Fuller statement of the pleadings of plaintiff is unnecessary to develop the points raised and decided. The suit was brought within four years, but not within two years, from the accrual of the cause of action asserted, and limitation of two years was pleaded against it. On a trial by jury, the adverse claimants of the land recovered all of the half block in question.

The court instructed the jury, in substance, that the action could not be maintained on the warranty, and that in its other aspect, the cause of action asserted was barred by limitation of two years.

The sale was in gross, of block 90 and half of block 91, the price paid being eighteen hundred dollars, twelve hundred of which was the price of block 90, and six hundred the price of the half of 91. The Obedience Smith survey had been divided into lots, one of which was No. 29. This in turn had been divided between three owners into what are called the northern one-third, the middle one-third and the southern one-third, each of which contained several acres. Upon these subdivisions there had been platted blocks, which had been divided into lots. The land owned by the Settegasts was wholly within the northern one-third of lot 29, other persons owning the middle one-third. At the time of the sale to appellant, it was believed that the north half of block 91 was within the northern third of lot 29, and belonged to the Settegasts, but it was, in fact, in the middle third and belonged to the parties who recovered it. The owners had, before the suit was brought, enclosed it and taken possession. Prior to that time there was nothing to mark the divisional lines between the various subdivisions.

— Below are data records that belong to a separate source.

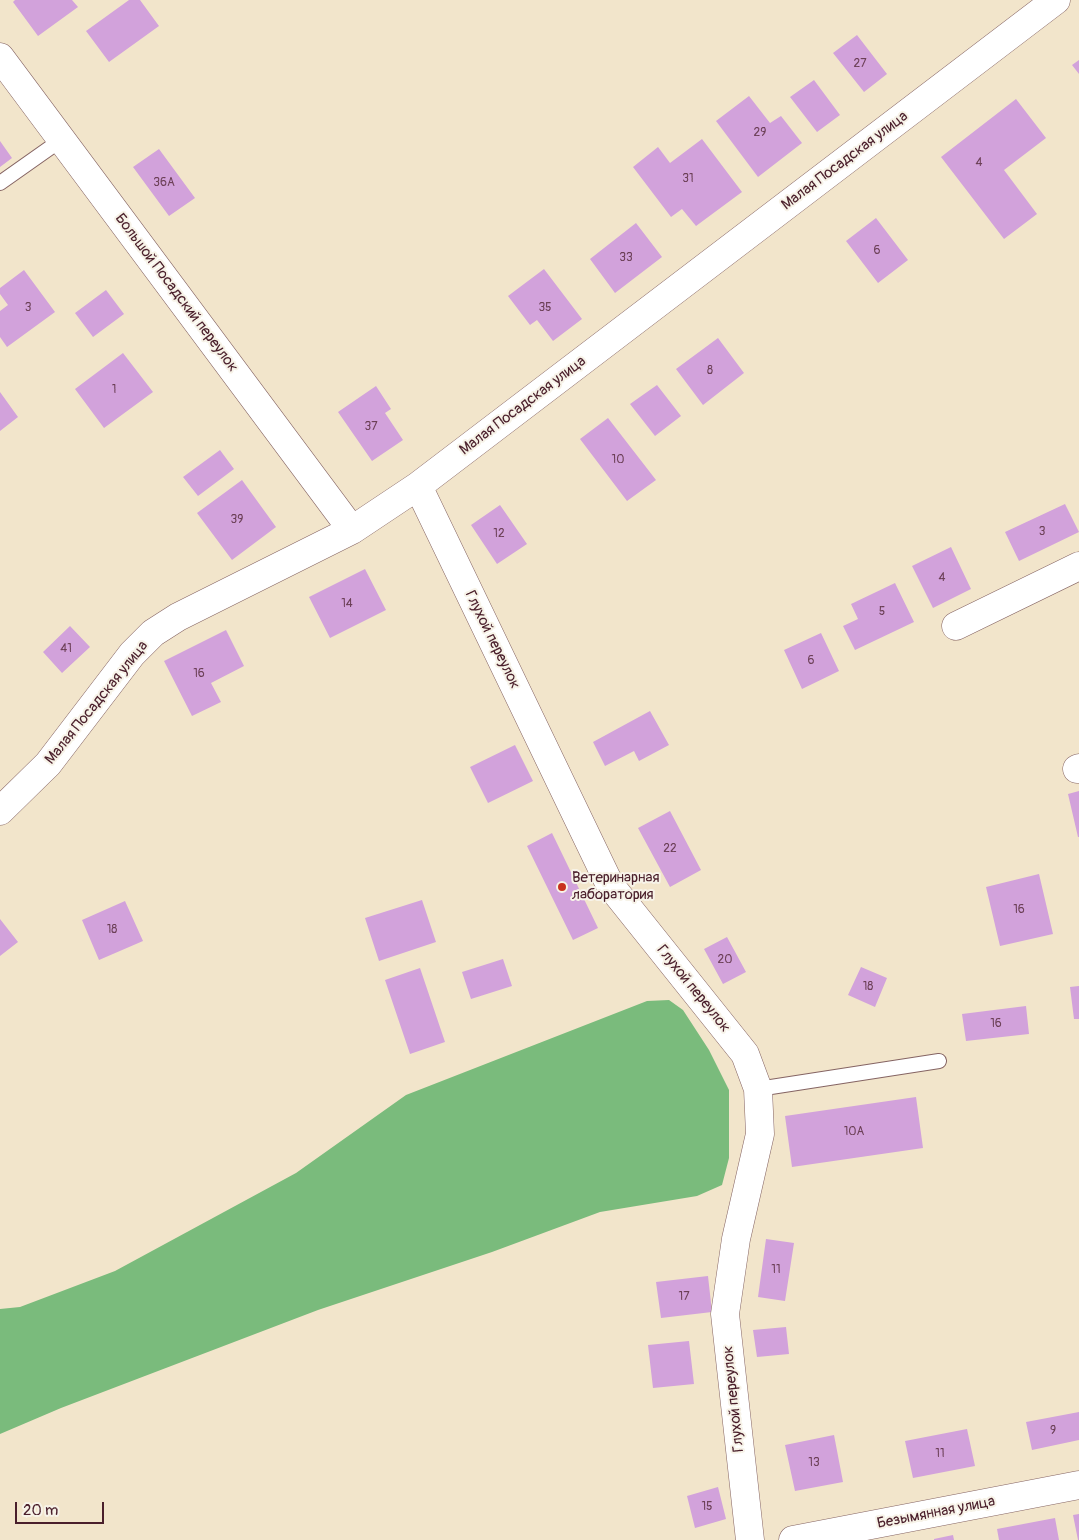 <!DOCTYPE html>
<html>
<head>
<meta charset="utf-8">
<style>
	body { margin:0 }
	#map { position:relative; width:1079px; height:1540px; overflow:hidden; background:#f2e5cb; font-family:Pangolin,sans-serif }
	canvas { display:block }
	.scale { position:absolute; left:15px; top:1502px; width:89px; height:22px; box-sizing:border-box; border:2px solid #4a1f2b; border-top:0; padding-left:6px; font-size:15px; line-height:18px; white-space:nowrap; color:#4a1f2b; -webkit-text-stroke:4px #f7f3e8; paint-order:stroke }
</style>
</head>
<body>
<div id="map">
<canvas width="1079" height="1540"></canvas>
<div class="scale">20 m</div>
</div>
<script>
const ctx = document.querySelector('canvas').getContext('2d');
ctx.lineJoin = 'round';
function paint(path, color) { ctx.fillStyle = color; ctx.fill(path, 'evenodd'); }
function strokePath(path, color, width, dash) { ctx.strokeStyle = color; ctx.lineWidth = width; ctx.lineCap = dash ? 'butt' : 'round'; ctx.setLineDash(dash || []); ctx.stroke(path); }
function drawText(font, color, halo, rows, align = 'center') {
  ctx.font = font + ' Pangolin,sans-serif'; ctx.lineWidth = 4; ctx.setLineDash([]); ctx.textBaseline = 'middle'; ctx.strokeStyle = halo; ctx.fillStyle = color; for (const [text, x, y, turn = 0] of rows) {
    ctx.save(); ctx.translate(x, y); ctx.rotate((+turn || 0) * Math.PI / 180); ctx.textAlign = isNaN(turn) ? turn : align; if (halo) ctx.strokeText(text, 0, 0); ctx.fillText(text, 0, 0); ctx.restore();
  }
}
const forest = new Path2D(`
	M669,1000l14,10 26,40 20,40v68l-7,27 -25,11 -97,16 -108,40 -174,58 -257,98 -61,26v-125l20,-2 95,-36 181,-98 110,-78 241,-94z`);
const building = new Path2D(`
	M15,0h57l6,7 -40,29 -25,-34z
	M129,0h11l19,26 -50,36 -23,-31z
	M857,35l30,39 -23,18 -31,-39z
	M1079,60v14l-7,-9z
	M814,80l26,35 -23,17 -27,-35z
	M749,96l21,27 11,-7 21,27 -44,34 -42,-56z
	M1016,99l30,39 -42,32 33,44 -33,25 -63,-82z
	M702,139l40,53 -46,34 -14,-17 -11,8 -38,-50 25,-20 12,16z
	M0,141l12,17 -12,9z
	M159,149l36,49 -26,18 -36,-49z
	M876,218l32,42 -30,23 -32,-42z
	M636,223l26,34 -47,36 -25,-34z
	M544,269l38,50 -29,22 -16,-21 -7,5 -22,-29z
	M24,270l31,42 -48,35 -7,-10v-26l8,-6 -8,-11v-6z
	M106,290l18,24 -31,23 -18,-24z
	M718,338l26,35 -41,32 -27,-36z
	M123,353l30,39 -49,36 -29,-39z
	M657,385l24,31 -26,20 -25,-32z
	M376,386l15,23 -6,4 18,27 -31,21 -34,-49z
	M0,392l18,25 -18,14z
	M608,418l48,62 -29,21 -47,-62z
	M220,450l14,19 -36,27 -15,-19z
	M242,480l34,47 -44,33 -35,-47z
	M1065,504l14,28 -60,29 -14,-29z
	M500,505l27,39 -30,20 -26,-39z
	M951,547l20,42 -38,19 -21,-42z
	M365,569l21,41 -56,28 -21,-41z
	M895,583l19,39 -59,28 -12,-24 15,-7 -7,-15z
	M70,626l20,21 -28,26 -19,-21z
	M226,630l18,36 -33,17 10,19 -29,14 -28,-55z
	M821,633l18,38 -37,18 -18,-39z
	M650,711l19,34 -30,16 -5,-10 -29,15 -12,-24z
	M515,745l18,36 -45,22 -18,-36z
	M1079,791v46h-1l-10,-43z
	M670,811l31,59 -31,17 -32,-59z
	M552,833l46,95 -25,12 -46,-94z
	M1039,874l14,60 -53,12 -14,-59z
	M422,900l14,42 -57,19 -14,-43z
	M125,901l18,40 -44,19 -17,-40z
	M0,919l18,23 -18,14z
	M727,937l19,35 -23,12 -19,-35z
	M503,959l9,27 -41,13 -9,-27z
	M861,967l26,11 -12,29 -27,-12z
	M420,968l25,74 -35,12 -25,-74z
	M1079,986v33h-5l-4,-32z
	M1026,1006l3,28 -63,7 -4,-27z
	M916,1097l7,51 -131,19 -7,-51z
	M766,1239l28,4 -9,58 -27,-4z
	M708,1276l4,36 -51,6 -5,-36z
	M786,1327l3,27 -32,3 -4,-27z
	M689,1341l5,43 -41,4 -5,-43z
	M1079,1412v28l-47,10 -6,-28z
	M967,1429l8,37 -62,12 -8,-37z
	M834,1435l9,47 -48,9 -10,-46z
	M718,1487l8,32 -31,9 -8,-32z
	M1079,1514v26h-1l-5,-25z
	M1055,1518l4,22h-60l-2,-11z
	M953,1535l1,5h-20v-1z`);
const service = new Path2D(`
	M0,183l61,-43
	M758,1089l181,-28`);
const minor = new Path2D(`
	M0,57l352,473
	M418,486l192,399 135,169 13,35 2,45 -24,105 -11,75 25,226
	M956,626l123,-60
	M1077,769l2,-1
	M0,811l48,-47 84,-110 21,-21 25,-16 174,-87 66,-44 638,-486
	M793,1540l286,-55`);
const markers = [
	[562,887,5,"#c8321e"]
];
const numberNames = [
	["27",860,64],
	["29",760,133],
	["4",979,163],
	["31",688,179],
	["36А",164,183],
	["6",877,251],
	["33",626,258],
	["3",28,308],
	["35",545,308],
	["8",710,371],
	["1",114,390],
	["37",371,427],
	["10",618,460],
	["39",237,520],
	["3",1042,532],
	["12",499,534],
	["4",942,578],
	["14",347,604],
	["5",882,612],
	["41",66,649],
	["6",811,661],
	["16",199,674],
	["22",670,849],
	["16",1019,910],
	["18",112,930],
	["20",725,960],
	["18",868,987],
	["16",996,1024],
	["10А",854,1132],
	["11",776,1270],
	["17",684,1297],
	["9",1053,1431],
	["11",940,1454],
	["13",814,1463],
	["15",707,1507]
];
const streetNames = [
	["Малая Посадская улица",845,161,-37],
	["Большой Посадский переулок",176,293,53],
	["Малая Посадская улица",523,406,-37],
	["Глухой переулок",492,640,64],
	["Малая Посадская улица",97,703,-51],
	["Глухой переулок",693,989,51],
	["Глухой переулок",734,1399,-96],
	["Безымянная улица",936,1513,-11]
];
const poiNames = [
	["Ветеринарная",572,878],
	["лаборатория",572,895]
];
paint(forest, '#7abb7c');
paint(building, '#d2a2db');
strokePath(service, '#856463', 16);
strokePath(minor, '#856463', 29);
strokePath(service, '#fff', 14);
strokePath(minor, '#fff', 28);
for (const [x, y, r, color] of markers) { const dot = new Path2D(); dot.arc(x, y, r, 0, 2 * Math.PI); ctx.fillStyle = color; ctx.fill(dot); strokePath(dot, '#f7f3e8', 2); }
drawText('12px', '#6c4057', null, numberNames);
drawText('15px', '#4a1f2b', '#f7f3e8', streetNames);
drawText('15px', '#4a1f2b', '#f7f3e8', poiNames, 'left');
</script>
</body>
</html>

The deed from the Settegasts to appellant, for a recited consideration of $1800, conveyed "all that certain tract of land lying and situated in the county of Harris, and State of Texas, which is described as follows: all of block ninety (90), and all our interest in and to block ninety-one (91), which interest is one-half of said block ninety-one, more or less, being out of the north one-third of lot twenty-nine (29) of Obedience Smith survey." There was a general warranty of title to "all and singular the said premises." This was a warranty of title to whatever the deed undertook to convey. What that was, must be ascertained from the premises of the deed. All of the language must be regarded, if all of it can be made to stand together; and if there is an irreconcilable conflict between different parts, that must prevail which will carry out the intention of the parties as expressed in the instrument. There is no conflict between the language "all of our interest," and that which follows "which interest is one-half." The last phrase defines the extent of the interest, *230 and cannot be rejected. It was put there for a purpose, and is a very important part of the deed. It may be easily conceived that a party might be unwilling to accept a deed purporting to convey only the interest of the grantor, and that his objection would be removed by the insertion of words defining the interest. We cannot see that the language, taken together, is any less effectual to express the conveyance of substantially the half block than a simple specification of the half block. The words "more or less" cannot be made to destroy the language defining the interest granted. They are used to show that the quantity is approximately designated, and do not refer to the state of the title. 2 Devlin on Deeds, 1046. The deed clearly shows that the intent was to convey a half of block ninety-one. There is an ambiguity resulting from the failure to specify what half was meant; but this is removed by the fact that whatever was conveyed was stated to be in the northern third of the lot 29, and that was supposed to embrace only the northern half of block ninety-one. From this the intent to convey the northern half of the block is apparent.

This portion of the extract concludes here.